Time & date 

Wednesday  Sep 17th,  2014 9:00pm Pacific Standard Time, Thursday Sep 18th 2014 9:00am Pakistan time, Thursday Sep 18th 2014 12:00 noon Malaysian time, Thursday Sep 18th, 2014 1:00am Rio Standard Time.

Attendees

Invitees:

Anjum+, Hassaan Khaliq, Kashif, Raja,  Johari+, Nara, Adnan+, Abdullah, Badrul, Ridzuan+, Ibrahim, Hanan, Saqib+, Adib+, Les+, Renan, Bebo+

+ Confirmed attendance

- Responded but  Unable to attend: 

Actual attendees:

Kashif, Raja, Johari, Adnan, Les, Bebo

Administration

  • At the last meeting the connectivity was dreadful, lots of noise, restarted several times.  Maybe we should try Google hangouts. Does anyone have accounts or experience?
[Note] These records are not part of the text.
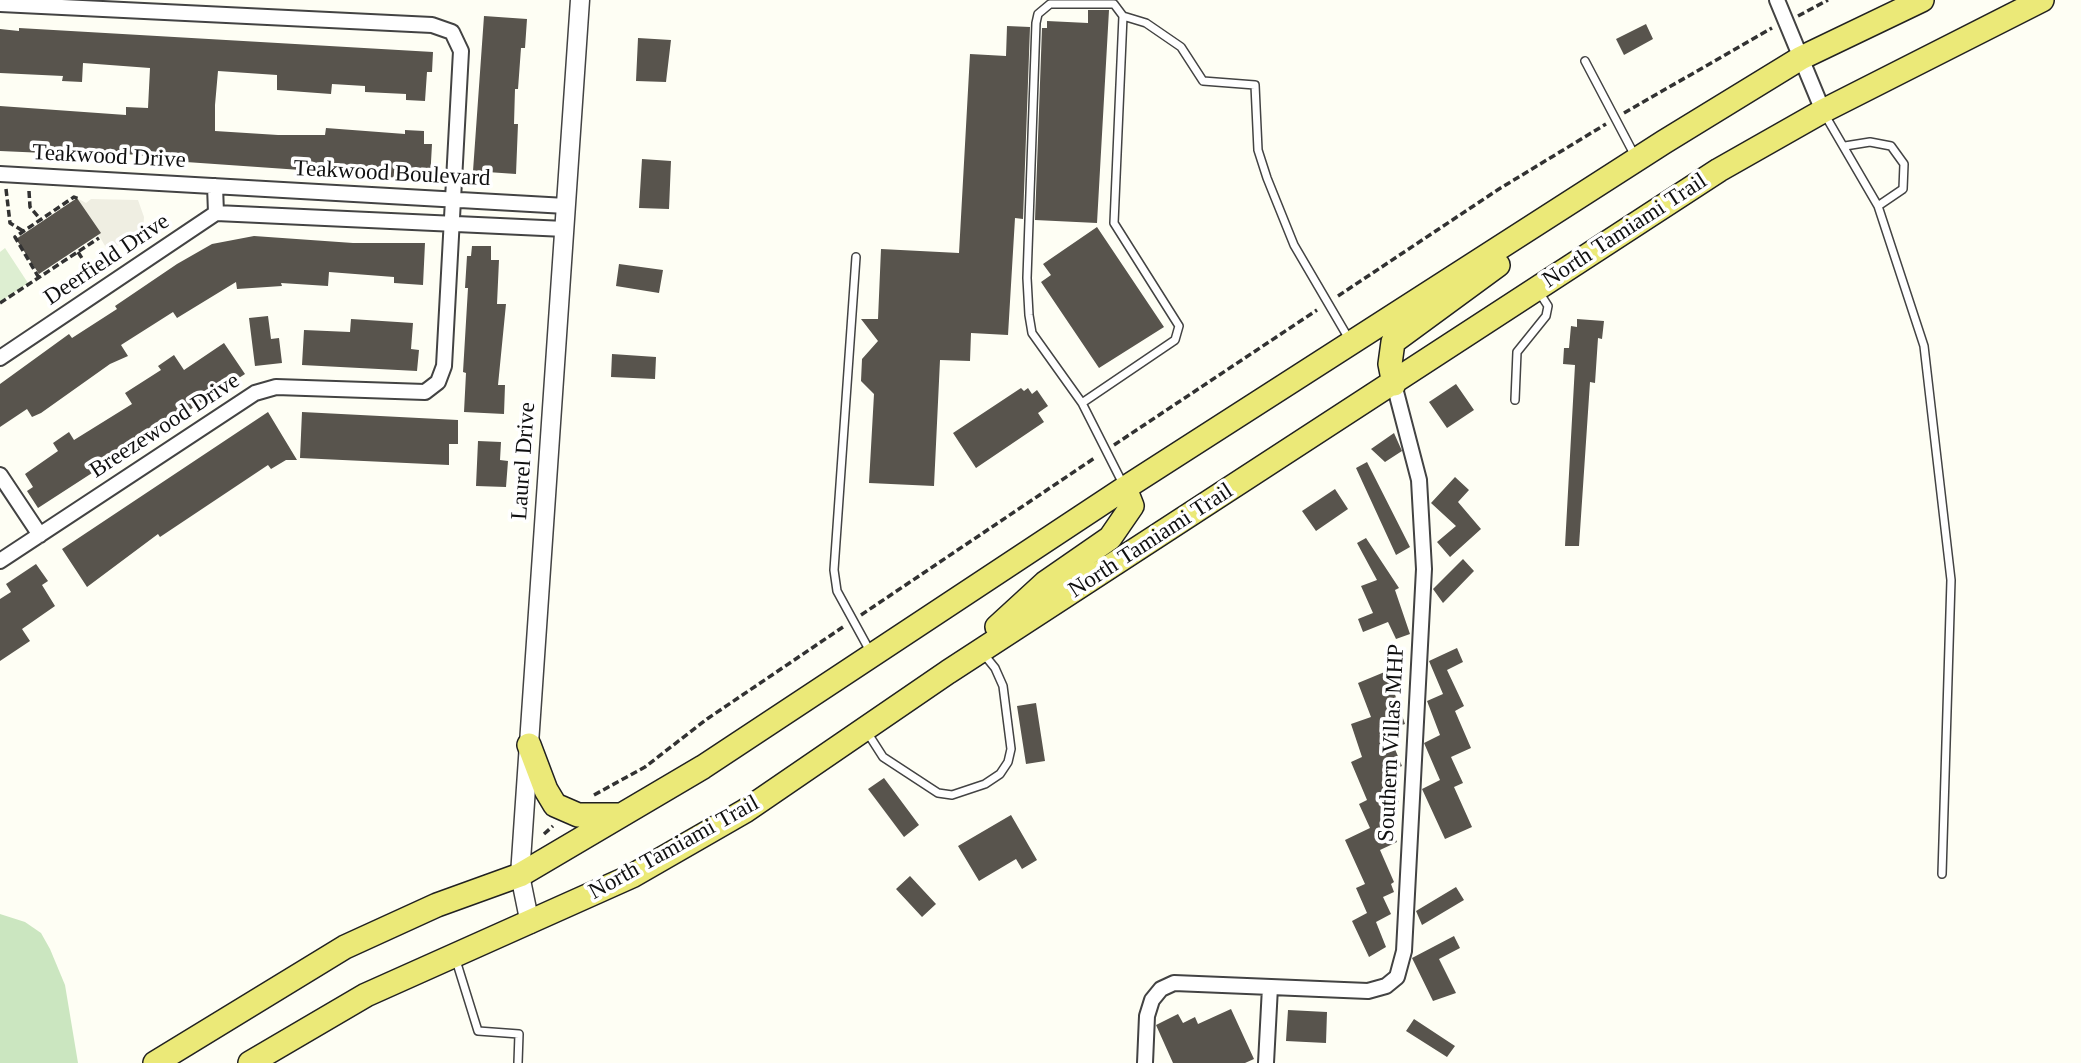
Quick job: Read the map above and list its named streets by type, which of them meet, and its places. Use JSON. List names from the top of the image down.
{
  "streets": {
    "main road": ["North Tamiami Trail"],
    "street": [
      "Teakwood Drive",
      "Teakwood Boulevard",
      "Deerfield Drive",
      "Breezewood Drive",
      "Laurel Drive",
      "Southern Villas MHP"
    ]
  },
  "crossings": [
    ["Teakwood Drive", "Teakwood Boulevard"],
    ["Teakwood Boulevard", "Deerfield Drive"],
    ["Teakwood Boulevard", "Breezewood Drive"],
    ["Teakwood Boulevard", "Laurel Drive"],
    ["North Tamiami Trail", "Laurel Drive"],
    ["North Tamiami Trail", "Southern Villas MHP"]
  ]
}
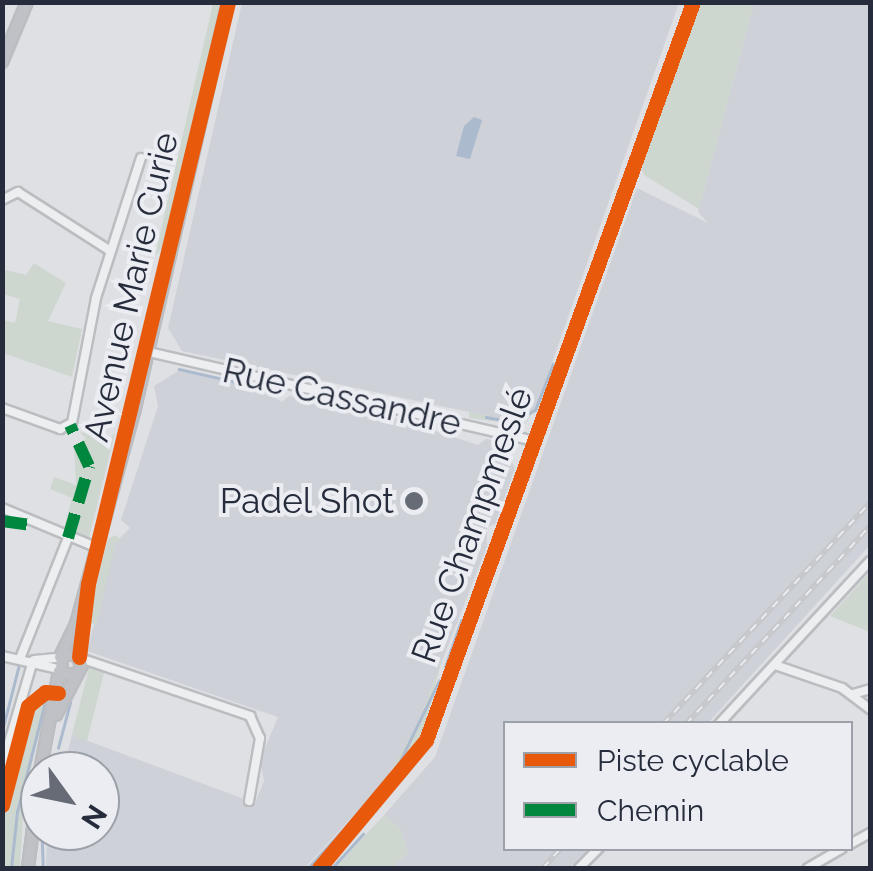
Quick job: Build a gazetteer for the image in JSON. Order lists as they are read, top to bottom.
{
  "streets": {
    "main road": ["Avenue Marie Curie"],
    "street": ["Rue Cassandre", "Rue Champmeslé"]
  },
  "crossings": [
    ["Avenue Marie Curie", "Rue Cassandre"],
    ["Rue Cassandre", "Rue Champmeslé"]
  ],
  "places": ["Padel Shot"],
  "legend": ["Piste cyclable", "Chemin"],
  "north": "bottom right"
}
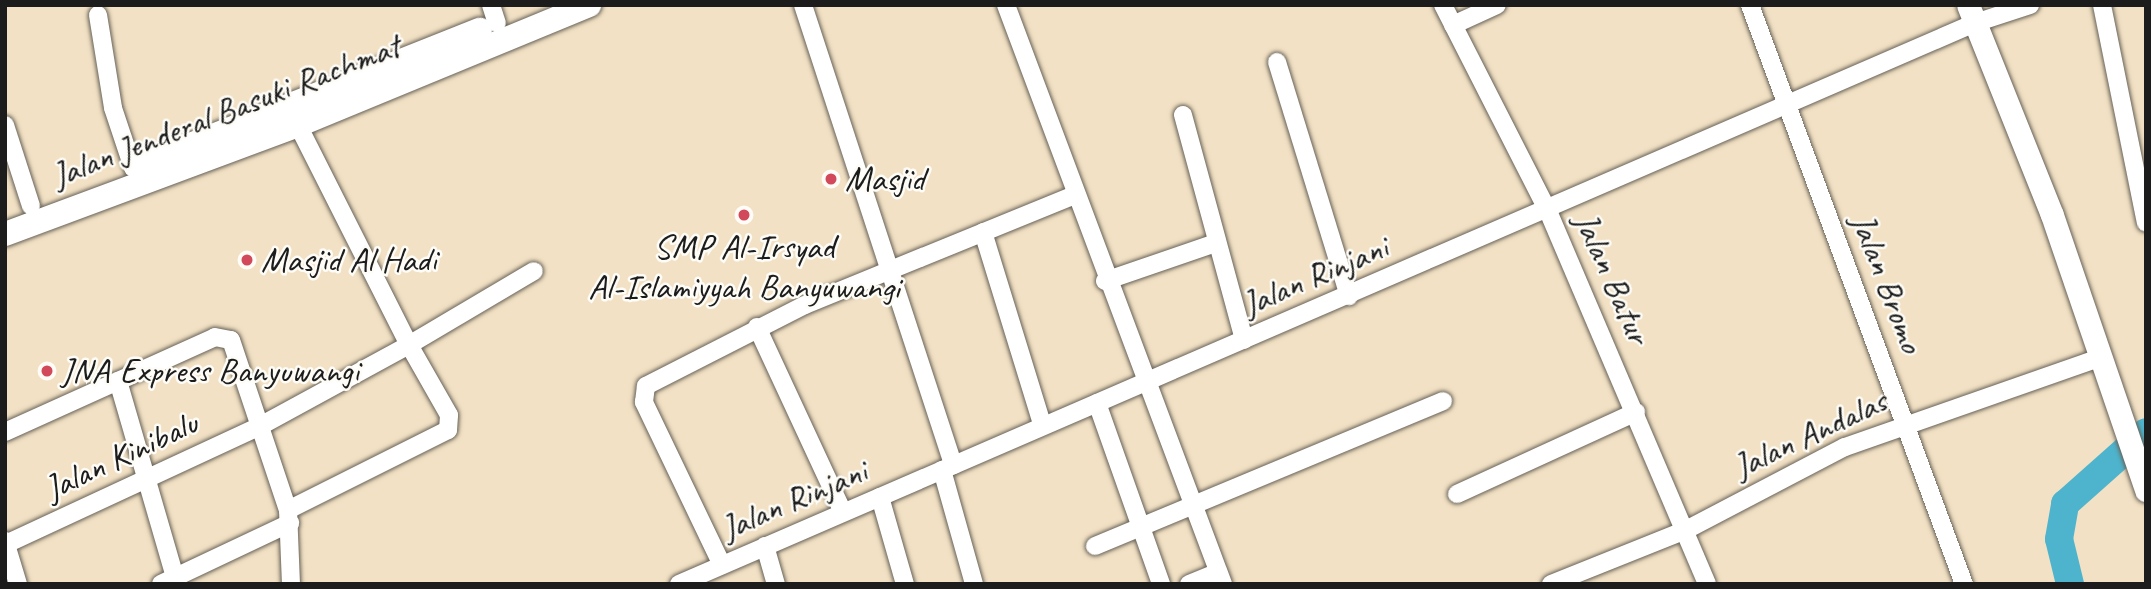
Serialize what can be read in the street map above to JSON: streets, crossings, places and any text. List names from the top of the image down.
{
  "streets": {
    "main road": ["Jalan Jenderal Basuki Rachmat"],
    "street": [
      "Jalan Rinjani",
      "Jalan Batur",
      "Jalan Bromo",
      "Jalan Andalas",
      "Jalan Kinibalu"
    ]
  },
  "crossings": [
    ["Jalan Rinjani", "Jalan Batur"],
    ["Jalan Rinjani", "Jalan Bromo"],
    ["Jalan Batur", "Jalan Andalas"],
    ["Jalan Bromo", "Jalan Andalas"]
  ],
  "places": [
    "Masjid",
    "SMP Al-Irsyad Al-Islamiyyah Banyuwangi",
    "Masjid Al Hadi",
    "JNA Express Banyuwangi"
  ]
}
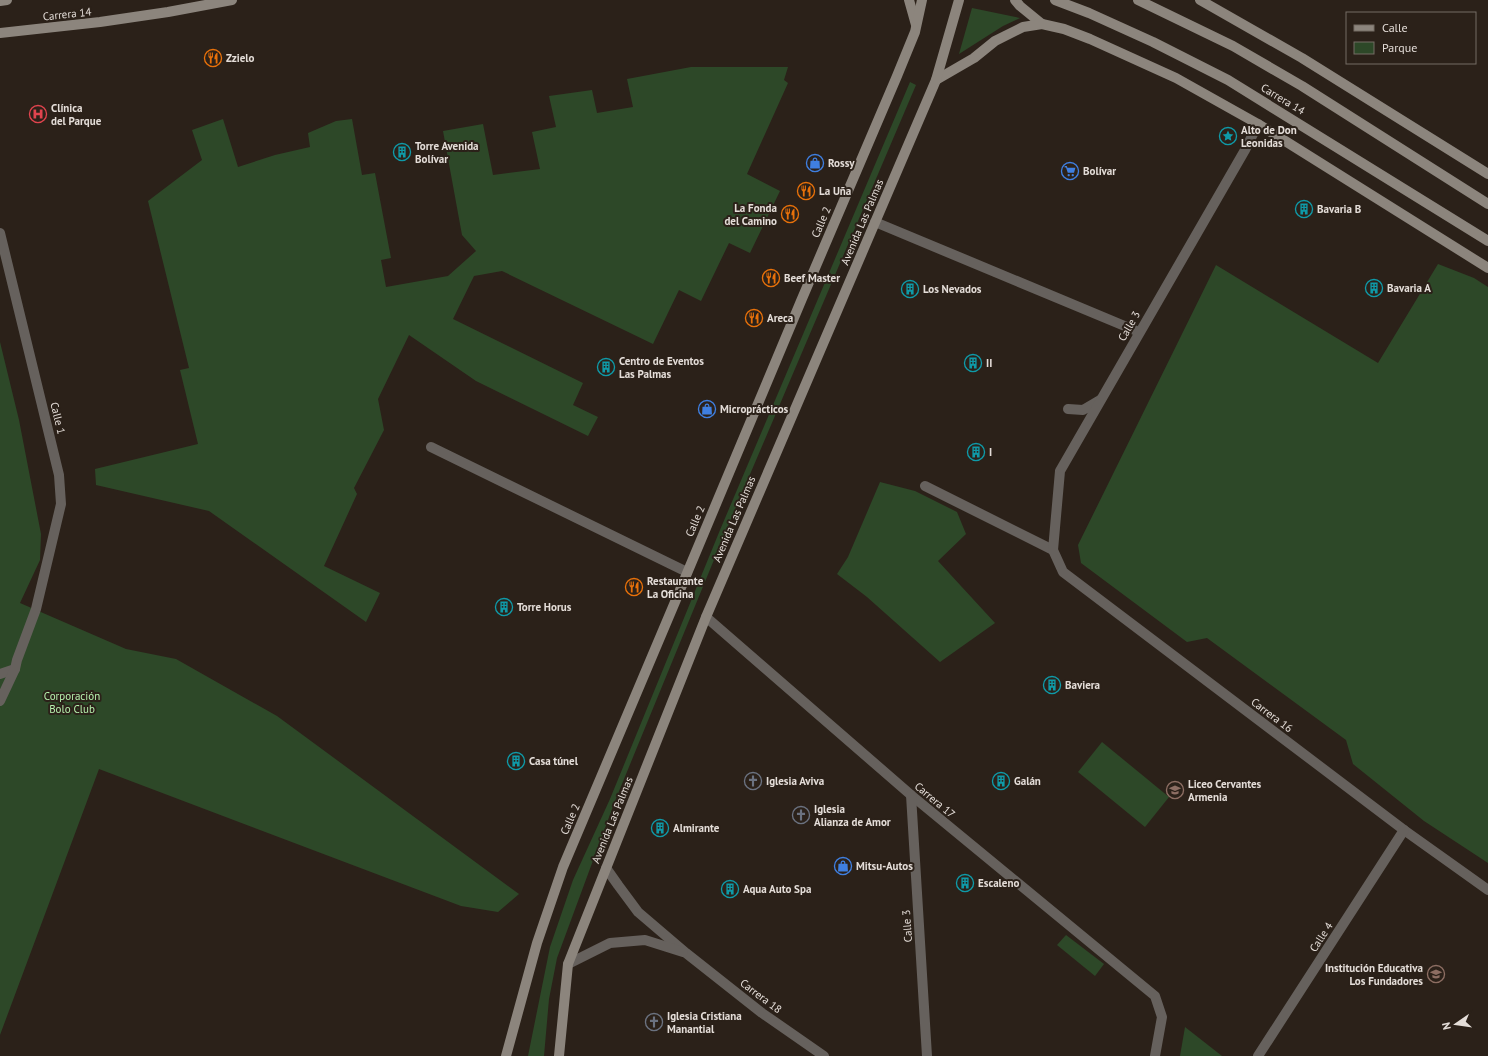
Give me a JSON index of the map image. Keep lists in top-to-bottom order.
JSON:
{
  "streets": {
    "main road": ["Carrera 14", "Calle 2", "Avenida Las Palmas"],
    "street": [
      "Calle 3",
      "Calle 1",
      "Carrera 16",
      "Carrera 17",
      "Calle 4",
      "Carrera 18"
    ]
  },
  "crossings": [
    ["Avenida Las Palmas", "Carrera 17"],
    ["Avenida Las Palmas", "Carrera 18"],
    ["Calle 3", "Carrera 16"],
    ["Calle 3", "Carrera 17"],
    ["Carrera 16", "Calle 4"]
  ],
  "parks": ["Corporación Bolo Club"],
  "places": {
    "restaurant": [
      "Zzielo",
      "La Uña",
      "La Fonda del Camino",
      "Beef Master",
      "Areca",
      "Restaurante La Oficina"
    ],
    "hospital": ["Clínica del Parque"],
    "place": ["Alto de Don Leonidas"],
    "building": [
      "Torre Avenida Bolívar",
      "Bavaria B",
      "Bavaria A",
      "Los Nevados",
      "II",
      "Centro de Eventos Las Palmas",
      "I",
      "Torre Horus",
      "Baviera",
      "Casa túnel",
      "Galán",
      "Almirante",
      "Escaleno",
      "Aqua Auto Spa"
    ],
    "shop": ["Rossy", "Microprácticos", "Mitsu-Autos"],
    "supermarket": ["Bolívar"],
    "church": ["Iglesia Aviva", "Iglesia Alianza de Amor", "Iglesia Cristiana Manantial"],
    "school or university": ["Liceo Cervantes Armenia", "Institución Educativa Los Fundadores"]
  },
  "legend": ["Calle", "Parque"],
  "north": "left"
}
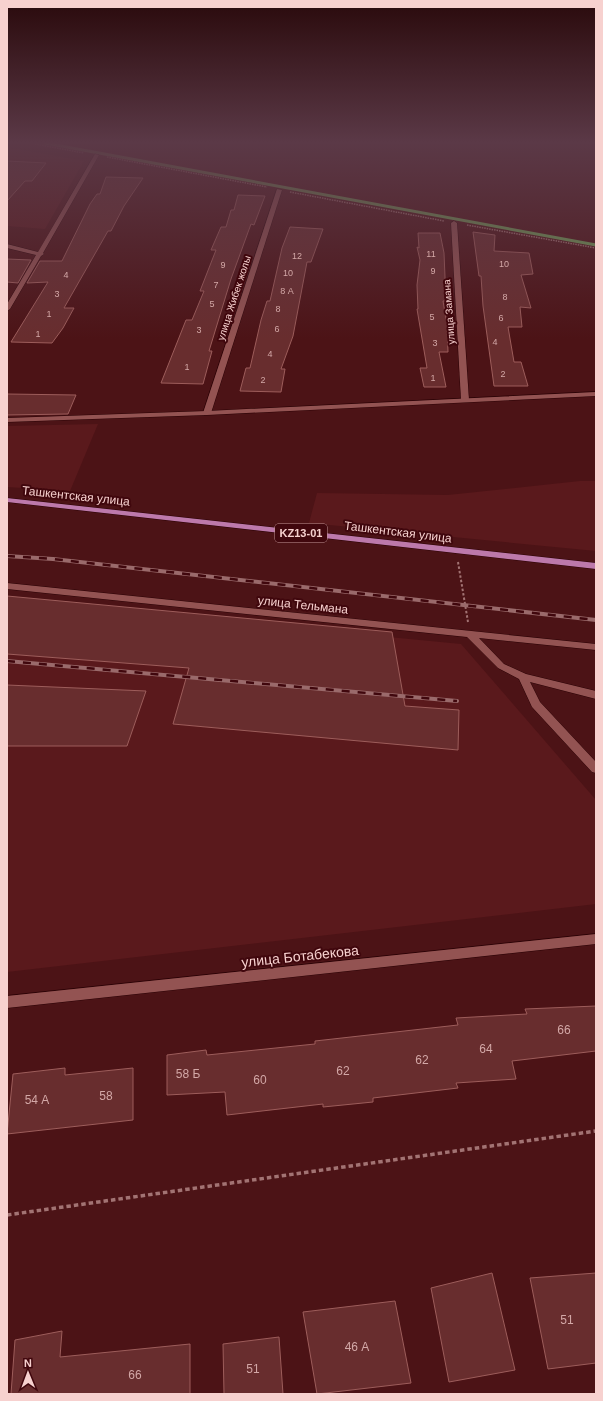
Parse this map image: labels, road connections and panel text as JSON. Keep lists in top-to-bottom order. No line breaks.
{"streets":{"main road":["Ташкентская улица","KZ13-01"],"street":["улица Жибек жолы","улица Замана","улица Тельмана","улица Ботабекова"]},"house_numbers":["11","12","10","9","9","10","4","7","8 А","3","8","5","8","1","5","6","6","3","1","4","3","4","1","2","1","2","66","64","62","62","58 Б","60","58","54 А","51","46 А","51","66"],"north":"top"}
  • Anjum reports (6/23/2014) that "the proposal for conference has been submitted for approval and Pinger has been added in the agenda. Travel expenses for Les and Bebo have also been included in the conference proposal. We are awaiting the proposal approval. 8/16/2014: The faculty management at UM just changed and many matters required urgent attention. Abdullah will be able to update us soon once he gets a chance to see the Vice Chancellor. Once the approval is given the venue for the conference can be at UM or UUM. 

  • With the uncertainty and other responsibilities Bebo is unable to commit to the meeting though he could present by  video. Right now Les is in the same boat.

  • Anjum suggested putting together a paper on metrics provided by PingER for Sigmetrix. The due date is in November. Does someone want to take the lead - Anjum?

Renan

Following the last meeting Les made available via anonymous FTP the PingER analyzed data for 100Byte pings going back to 1998.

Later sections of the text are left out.